The screenplay which is full of life affirming maxims like, “how can you find your way if you don’t choose a path?” is made alive with CGI effects of immense proportions. None of them are overkill. And though the disclaimers of “for your consideration” running across the bottom of the screen gave a feeling of providence while critiquing these films to preempt the Oscar’s ceremony it is one movie I would have liked to see in its full 3D glory.
It is full of magical impossibilities, but because Lee is able to make it so believable he should win for best director.
“Time is the greatest thickener of things,” Daniel Day-Lewis says as Abraham Lincoln, which is a good representation of his own method of role preparation. He is famous for allowing his characters to take over his life, and he requested a year to prepare this one.
It may seem that a character this well known would be an easy part. But no lead role this season held the nuances Day-Lewis layered within his performance. He is embarrassed by the attention but motivated by principles. He is a president, husband, father, leader, martyr, simple man and a complex one, a man with the answers and the one asking the questions, both conniving and honest.
His moments of sober thought speak more than his public addresses. He listens until he speaks and everyone watching wants nothing but to hear.
It is easy to lead through force, it is another to lead by convincing your opposition to change. Both Lincoln and Day-Lewis are able to do this, and thusly this role should win the Oscar for best actor.
As it is with the entirety of this film Jennifer Lawrence’s performance in “Silver Lining Playbook” is unassuming. While watching this film about chemically imbalanced characters there are less than clinical elements, but the people and their diseases portrayed maintain a level of believability.
She portrayed an unguarded yet strong young women resolved in her insanity, and while her character is well in the background of Bradley Cooper’s, within a single close-up scene the audience can recognize who it is that they are rooting for, and sometimes against.
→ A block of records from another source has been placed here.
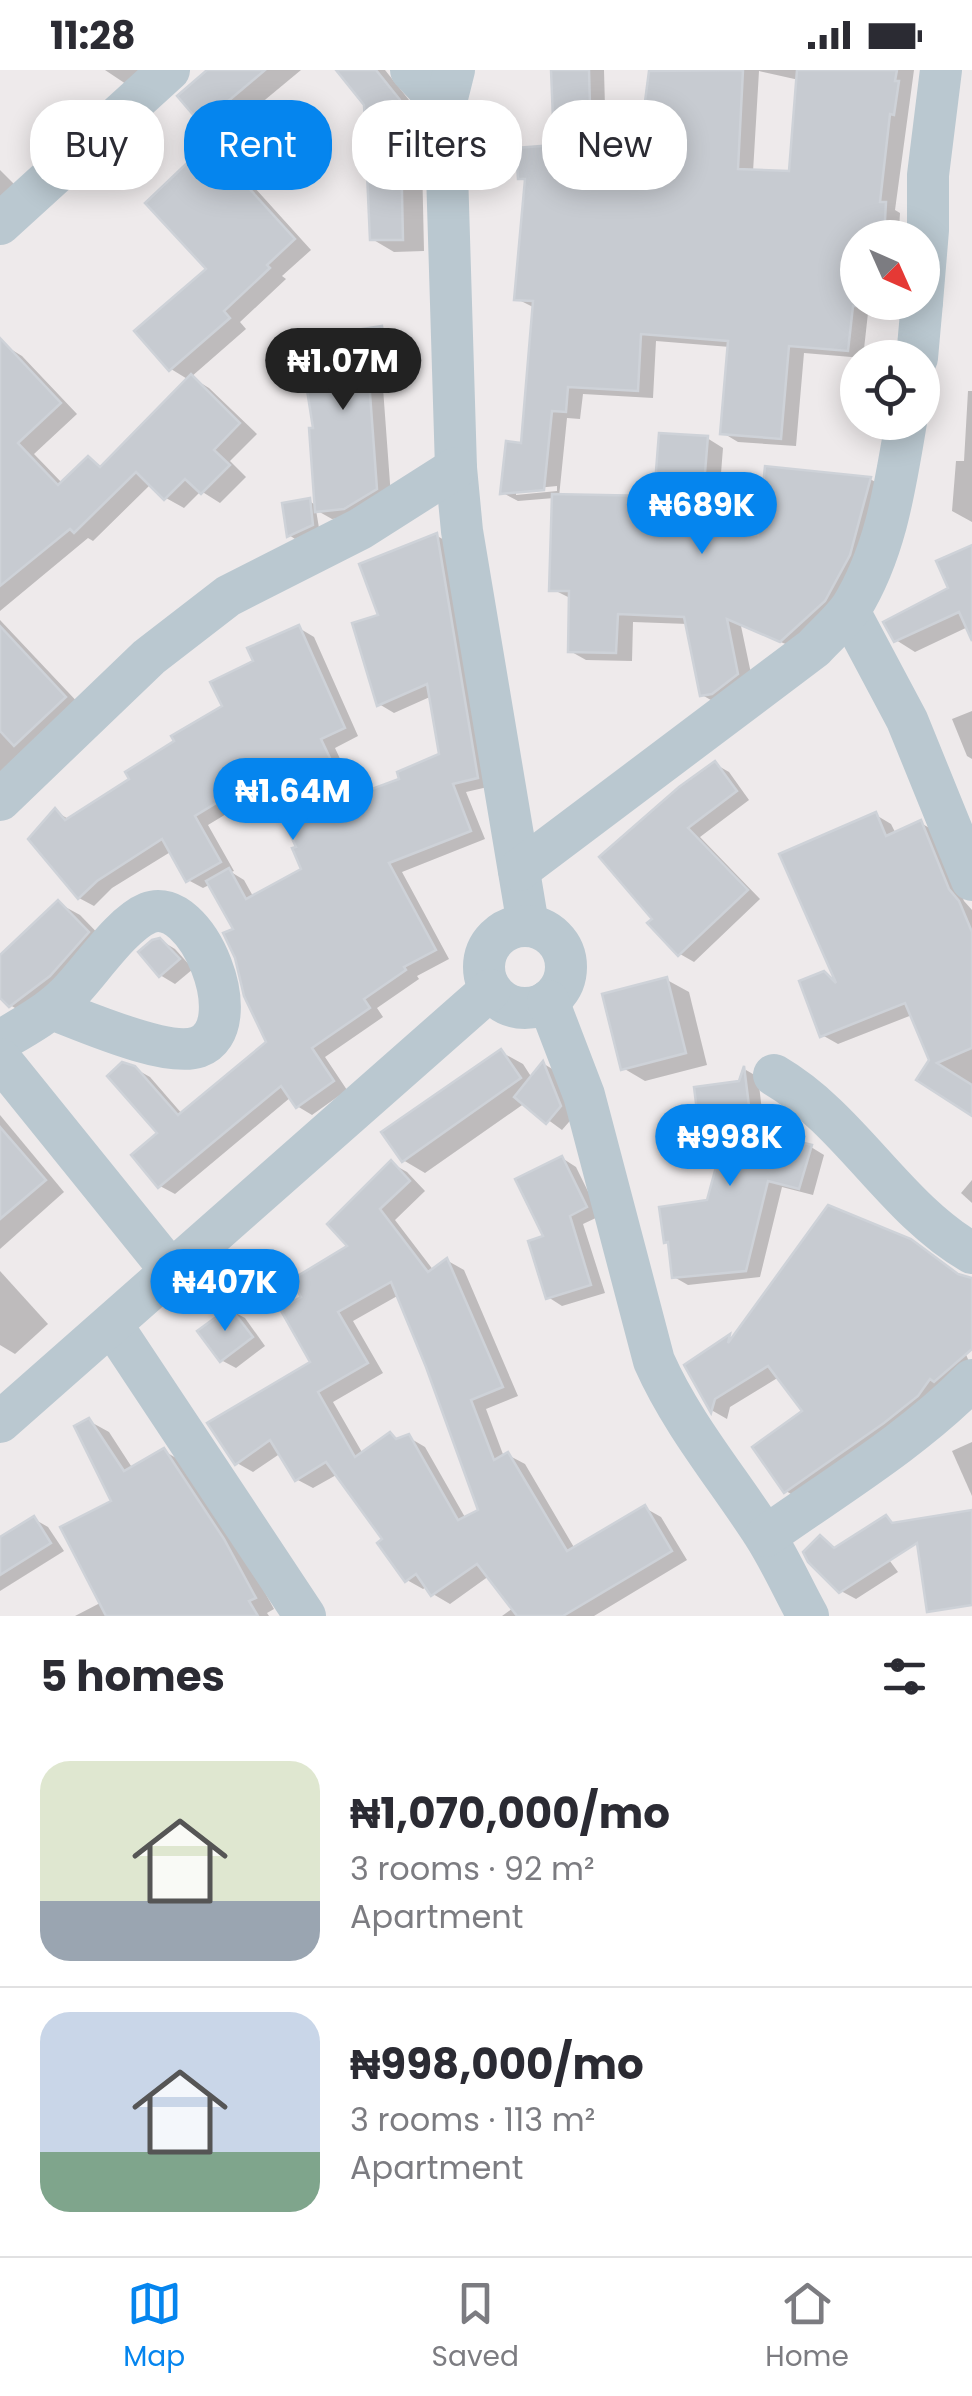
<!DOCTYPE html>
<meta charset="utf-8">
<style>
body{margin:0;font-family:Poppins,sans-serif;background:#f2f2f3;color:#2b2b33;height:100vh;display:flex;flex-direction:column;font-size:38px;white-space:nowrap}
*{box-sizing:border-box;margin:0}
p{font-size:32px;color:#7c7c81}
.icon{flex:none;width:55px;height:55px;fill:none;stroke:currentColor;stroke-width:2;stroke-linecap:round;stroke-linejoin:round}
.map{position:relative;height:1546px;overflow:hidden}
.drawer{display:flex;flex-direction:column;background:#fff;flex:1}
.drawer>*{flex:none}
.guide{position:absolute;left:30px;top:30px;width:912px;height:90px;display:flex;gap:20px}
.needle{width:65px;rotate:135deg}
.buttons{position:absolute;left:840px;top:150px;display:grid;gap:20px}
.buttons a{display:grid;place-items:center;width:100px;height:100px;border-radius:50%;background:#fff;box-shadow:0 5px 25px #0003;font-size:50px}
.price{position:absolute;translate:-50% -85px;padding:0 22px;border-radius:35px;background:#0585ee;color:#fff;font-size:32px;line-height:65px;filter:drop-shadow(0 2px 5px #0008)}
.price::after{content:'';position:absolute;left:50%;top:60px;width:30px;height:22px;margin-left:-15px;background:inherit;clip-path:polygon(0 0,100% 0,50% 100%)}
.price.on{background:#222;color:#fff}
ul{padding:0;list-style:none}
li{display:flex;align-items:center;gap:30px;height:250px;padding:0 40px}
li+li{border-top:2px solid #e1e1e2}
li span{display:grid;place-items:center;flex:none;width:280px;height:200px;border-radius:30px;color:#555}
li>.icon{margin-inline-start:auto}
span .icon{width:120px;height:120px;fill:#fffc;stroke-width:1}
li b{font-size:42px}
h2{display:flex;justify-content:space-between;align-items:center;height:120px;padding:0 40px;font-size:42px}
.chip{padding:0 35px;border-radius:40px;background:#fff;box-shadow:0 5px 25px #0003;font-size:35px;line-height:90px}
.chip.on{background:#0585ee;color:#fff}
.status{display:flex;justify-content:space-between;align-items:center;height:70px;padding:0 50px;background:#fff;direction:ltr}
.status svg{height:28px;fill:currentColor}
.dock{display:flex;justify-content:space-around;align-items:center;height:140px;border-top:2px solid #e1e1e2;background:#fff;font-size:28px;color:#7c7c81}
.dock a{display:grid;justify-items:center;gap:5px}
.dock .on{color:#0585ee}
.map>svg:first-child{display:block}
.shadow{fill:#0003;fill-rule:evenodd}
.building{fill:#c7cbd1;stroke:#ced2d8;stroke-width:2.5;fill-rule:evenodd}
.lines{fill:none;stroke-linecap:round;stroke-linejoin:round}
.minor{stroke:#bac8d0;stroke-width:42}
</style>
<div class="status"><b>11:28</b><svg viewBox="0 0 49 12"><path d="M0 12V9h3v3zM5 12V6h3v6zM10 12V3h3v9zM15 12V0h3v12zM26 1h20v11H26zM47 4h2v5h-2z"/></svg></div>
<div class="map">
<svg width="972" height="1546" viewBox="0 0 972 1546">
<rect width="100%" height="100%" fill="#eeeaeb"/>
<g class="shadow">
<path d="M105 0H141L126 14Z"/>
<path d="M211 0H301L224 64 203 52Z"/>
<path d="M339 0H385L421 45 424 181 394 182 372 169 366 34Z"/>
<path d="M554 0H604L606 75 641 80 652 0H914L895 140 900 143 899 159 917 168H858V232H886L885 244 868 243 863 288 804 283 796 376 738 372 723 363 730 277 656 271 653 328 583 324 580 349 567 348 559 427 656 429 707 368 723 378 716 467 760 468 870 409 886 418 865 494 798 579 741 556 753 613 718 634 702 625 688 554 633 552 632 591 586 590 570 581 572 529 552 519 554 428 518 431 503 423 523 375 535 238 517 229 527 112 520 108 556 78ZM759 1 799 10 792 104 753 102ZM557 416V421L516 425V420Z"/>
<path d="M209 76 226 86 311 180 282 206 286 209 240 252 246 259 191 307 209 318 257 364 230 391 246 407 220 433 201 421 184 438 166 428 151 414 93 471 88 468 0 541V280L4 275 22 286 77 344 34 384 63 414 88 389 103 397 189 310 171 299 209 199Z"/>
<path d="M0 100 14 114 0 128Z"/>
<path d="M381 258 396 267 404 314 383 318 391 427 360 446 332 449 316 440 319 458 295 469 289 465 309 431 317 436Z"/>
<path d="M968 321H972V452L952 441 956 391H964Z"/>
<path d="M437 466 452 474 492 716 466 722 485 769 402 802 449 889 417 906 419 909 377 938 383 947 325 987 347 1020 312 1045 297 1036 291 1027 175 1124 160 1116V1064L134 998 150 1007 183 1045 269 973 236 860 211 814 203 818 188 810 172 781 112 818 94 836 79 828 55 741 70 750 133 710 225 637 256 592 299 558 314 567 358 666 335 678 356 723 402 710 442 685 432 626 394 643 379 634 382 546ZM271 717 299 778 304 800 254 828 244 810 231 802 234 801 208 755Z"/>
<path d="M972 477V555L915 582 896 570 951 519Z"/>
<path d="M0 550 83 638 0 706Z"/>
<path d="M972 641V689L967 686 952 649Z"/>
<path d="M715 694 729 702 749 730 700 767 760 829 694 892 680 884 651 853 655 849 603 787Z"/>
<path d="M876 745 891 754 896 764 921 753 936 762 964 831 972 840V1043L932 990 912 945 838 974 822 965 824 903 838 911Z"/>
<path d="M58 833 80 845 109 875 32 948 10 935 0 924V889Z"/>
<path d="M160 870 175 879 193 899 175 914 160 905Z"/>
<path d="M667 910 689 922 707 995 645 1011 623 998Z"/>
<path d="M501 982 523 994 532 1008 544 994 559 1003 575 1045 562 1060 525 1033 425 1103 403 1090Z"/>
<path d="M746 1000 758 1007 765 1066 811 1077 824 1085 813 1125 782 1117 760 1207 688 1215 674 1207 671 1174 666 1171 709 1132 730 1054 714 1056 700 1048 741 1013Z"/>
<path d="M0 1045 64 1122 0 1179Z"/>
<path d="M562 1088 576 1097 600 1146 583 1154 605 1223 562 1236 548 1227 546 1167Z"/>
<path d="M391 1093 407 1102 425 1121 395 1150 434 1201 448 1191 464 1200 518 1326 486 1339 504 1387 508 1385 525 1394 575 1479 645 1438 661 1447 687 1490 594 1546H502L513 1538 489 1506 450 1534 433 1524 428 1516 423 1519 407 1510 386 1470 338 1404 313 1418 296 1409 281 1383 253 1402 237 1393 314 1293 304 1228 351 1177ZM399 1225 481 1442 466 1449 425 1377 408 1367 400 1370 390 1364 363 1384 333 1332 383 1303 353 1251Z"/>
<path d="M972 1110V1133L961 1123Z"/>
<path d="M910 1171 962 1207 972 1209V1246L936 1218 972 1298 801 1430 786 1421 806 1341 779 1307 730 1337 727 1349 713 1341 687 1296 731 1267 734 1269Z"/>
<path d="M0 1201 48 1254 15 1284 0 1275Z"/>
<path d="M230 1240 245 1248 265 1276 236 1298 221 1290Z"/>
<path d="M89 1351 109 1362 133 1399 164 1381 183 1392 243 1483 274 1539 267 1543 269 1546H75L102 1532 114 1433Z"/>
<path d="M972 1372V1426L952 1381Z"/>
<path d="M34 1449 48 1457 64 1481 0 1521V1470Z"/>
<path d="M820 1468 837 1479 876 1472 898 1502 856 1529 841 1521Z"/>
</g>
<g class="building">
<path d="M207 0H265L201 54 177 26Z"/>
<path d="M336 0H376L400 30 403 170H370L364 35Z"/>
<path d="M551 0H589L591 71 639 77 649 1 743 0 738 99 789 101 797 0H897L895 11H899L894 45 890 44 880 132H886L884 168H858V236H853L848 281 789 276 781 369 720 364 728 271 641 264 638 321 568 317 566 342 552 341 544 420 500 424 506 371 521 373 533 231 514 230 525 109H518L516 78 554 75Z"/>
<path d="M208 73 295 169 267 195 270 198 224 241 230 248 169 301 134 261 206 199 145 133Z"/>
<path d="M382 256 390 307 369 310 377 419 344 439 315 442 309 358H313L299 269Z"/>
<path d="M0 268 61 333 18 373 58 415 88 386 100 397 191 304 240 353 214 380 230 395 201 424 185 409 164 430 136 402 74 463 70 459 0 516Z"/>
<path d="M659 363 708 366 700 464 758 465 765 396 871 407 850 485 825 531 780 572 727 549 738 604 712 624 700 626 684 547 618 544 616 583 568 582 569 521H549L552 424 654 426Z"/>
<path d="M310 428 313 455 287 467 282 433Z"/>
<path d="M437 463 478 708 453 714 471 761 389 793 436 880 404 897 406 900 364 929 370 938 312 978 334 1011 296 1038 281 1016 158 1118 131 1085 157 1063 107 1006 122 992 135 996 178 1045 266 972 244 926 235 888 223 863 233 859 206 811 229 798 246 829 301 799 292 778 296 777 262 705 195 746 221 792 186 812 162 769 97 811 78 829 28 769 55 738 65 750 129 709 125 702 174 671 171 666 222 636 210 612 253 591 247 578 299 555 345 658 321 669 347 724 370 714 372 719 399 709 397 702 439 684 427 614 377 636 352 553 378 545 359 494Z"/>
<path d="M972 475V571L959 542 894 572 883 552 948 518 936 491Z"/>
<path d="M0 556 66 627 14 676 0 661Z"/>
<path d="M715 691 737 721 688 758 748 820 678 886 647 853 652 849 599 787 679 717Z"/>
<path d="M876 742 886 766 921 750 949 819 959 831 972 862V978L937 993 972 1015V1046L916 1010 929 990 905 933 820 967 799 911 824 901 836 913 779 784Z"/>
<path d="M58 830 89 862 50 906 9 937 0 928V885Z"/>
<path d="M160 868 180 889 159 907 138 882 152 870Z"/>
<path d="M667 907 686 983 621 1000 602 924Z"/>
<path d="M501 979 521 1008 402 1092 381 1062Z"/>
<path d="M543 991 561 1036 546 1054 514 1027Z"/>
<path d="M744 996 752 1060 812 1075 799 1119 768 1111 746 1201 672 1208 668 1172 664 1173 659 1137 707 1130 730 1045 698 1049 694 1017 739 1011Z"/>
<path d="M0 1057 46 1110 0 1149Z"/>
<path d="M562 1086 587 1137 570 1146 591 1215 546 1229 528 1171 543 1166 515 1109Z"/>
<path d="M391 1090 410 1111 380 1139 428 1202 447 1188 503 1317 471 1330 494 1390 508 1382 567 1481 645 1435 672 1481 563 1546H517L477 1494 431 1526 416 1504 405 1512 377 1473 382 1469 326 1392 295 1411 270 1370 235 1395 207 1353 310 1292 280 1239 301 1227 291 1210 347 1176 327 1154ZM391 1212 426 1297 478 1440 458 1450 409 1364 396 1369 390 1362 355 1387 318 1322 368 1293 338 1242Z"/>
<path d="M828 1135 911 1169 958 1204 972 1208V1279L934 1312 930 1309 918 1326 884 1353 784 1423 752 1377 802 1341 768 1296 715 1329 711 1343 684 1295 730 1264 728 1273Z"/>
<path d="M230 1237 253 1267 220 1292 197 1261Z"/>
<path d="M89 1348 124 1401 164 1378 224 1469 256 1528 249 1531 258 1546H106L60 1457 111 1431 74 1356Z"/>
<path d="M972 1440V1535L927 1542 917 1473 839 1523 808 1492 803 1482 820 1465 834 1478 886 1445 892 1453Z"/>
<path d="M34 1446 51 1473 0 1505V1467Z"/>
</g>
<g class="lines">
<g class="minor">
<path d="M411 0 445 36"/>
<path d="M454 0 445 36 456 398 462 461 528 855"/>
<path d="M0 154 169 0"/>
<path d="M922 232 928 160V105L941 0"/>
<path d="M917 288 922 232"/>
<path d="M849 541 907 650 972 810"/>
<path d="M0 730 149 587 228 526 360 459 456 398"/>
<path d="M519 800 814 578C826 565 841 552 851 538 886 481 895 417 906 352"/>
<circle cx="525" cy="897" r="41"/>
<path d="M548 931 584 1025 654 1291C682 1354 726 1406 763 1463 780 1489 793 1519 808 1546"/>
<path d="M0 971C24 957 48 944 68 924 90 902 121 854 148 843 197 823 251 958 198 977 167 988 84 951 52 939"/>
<path d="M0 989 172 1202"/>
<path d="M774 1005C851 1050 894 1138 972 1183"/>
<path d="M112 1255 305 1546"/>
<path d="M0 1352 490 920"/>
<path d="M766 1466C835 1417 912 1371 972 1310"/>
</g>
</g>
</svg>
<div class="buttons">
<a><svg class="needle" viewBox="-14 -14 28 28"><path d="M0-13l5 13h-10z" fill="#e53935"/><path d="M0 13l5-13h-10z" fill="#7c7c81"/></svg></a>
<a><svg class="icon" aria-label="locate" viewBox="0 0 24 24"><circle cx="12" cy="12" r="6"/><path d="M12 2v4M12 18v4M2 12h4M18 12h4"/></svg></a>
</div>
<b class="price on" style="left:343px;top:343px">₦1.07M</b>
<b class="price" style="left:702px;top:487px">₦689K</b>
<b class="price" style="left:293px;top:773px">₦1.64M</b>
<b class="price" style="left:730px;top:1119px">₦998K</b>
<b class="price" style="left:225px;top:1264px">₦407K</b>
<div class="guide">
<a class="chip">Buy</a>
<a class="chip on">Rent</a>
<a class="chip">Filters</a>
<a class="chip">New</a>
</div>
</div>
<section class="drawer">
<h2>5 homes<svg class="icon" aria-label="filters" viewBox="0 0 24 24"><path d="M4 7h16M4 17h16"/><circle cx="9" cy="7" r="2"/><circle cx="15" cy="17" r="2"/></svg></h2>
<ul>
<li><span style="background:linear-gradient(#dfe7d0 70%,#9aa5b1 0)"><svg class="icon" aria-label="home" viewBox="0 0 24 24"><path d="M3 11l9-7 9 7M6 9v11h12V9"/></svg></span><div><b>₦1,070,000/mo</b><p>3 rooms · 92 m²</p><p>Apartment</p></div></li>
<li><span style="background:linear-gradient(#c9d6e8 70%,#7fa58c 0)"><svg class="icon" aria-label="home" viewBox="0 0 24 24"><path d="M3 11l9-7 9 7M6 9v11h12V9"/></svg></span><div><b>₦998,000/mo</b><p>3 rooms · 113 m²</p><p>Apartment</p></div></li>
</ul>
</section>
<nav class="dock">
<a class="on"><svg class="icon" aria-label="map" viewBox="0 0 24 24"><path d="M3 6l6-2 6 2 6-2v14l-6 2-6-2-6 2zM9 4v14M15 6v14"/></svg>Map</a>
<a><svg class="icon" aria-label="saved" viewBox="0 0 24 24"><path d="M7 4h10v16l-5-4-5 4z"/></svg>Saved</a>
<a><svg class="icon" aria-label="home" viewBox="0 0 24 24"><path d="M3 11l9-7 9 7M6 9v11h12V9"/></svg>Home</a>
</nav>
She is falling through life like a new born lamb.
Because of this stellar performance it is not until the 3rd act that the film is recognizably a romantic comedy and not solely an introspective piece on the difficulties of living life with mental illness.
Though the Oscar for best actress should go to Emmanuelle Riva, due to Hollywood politics it will likely fall to Lawrence in a deserving second place performance.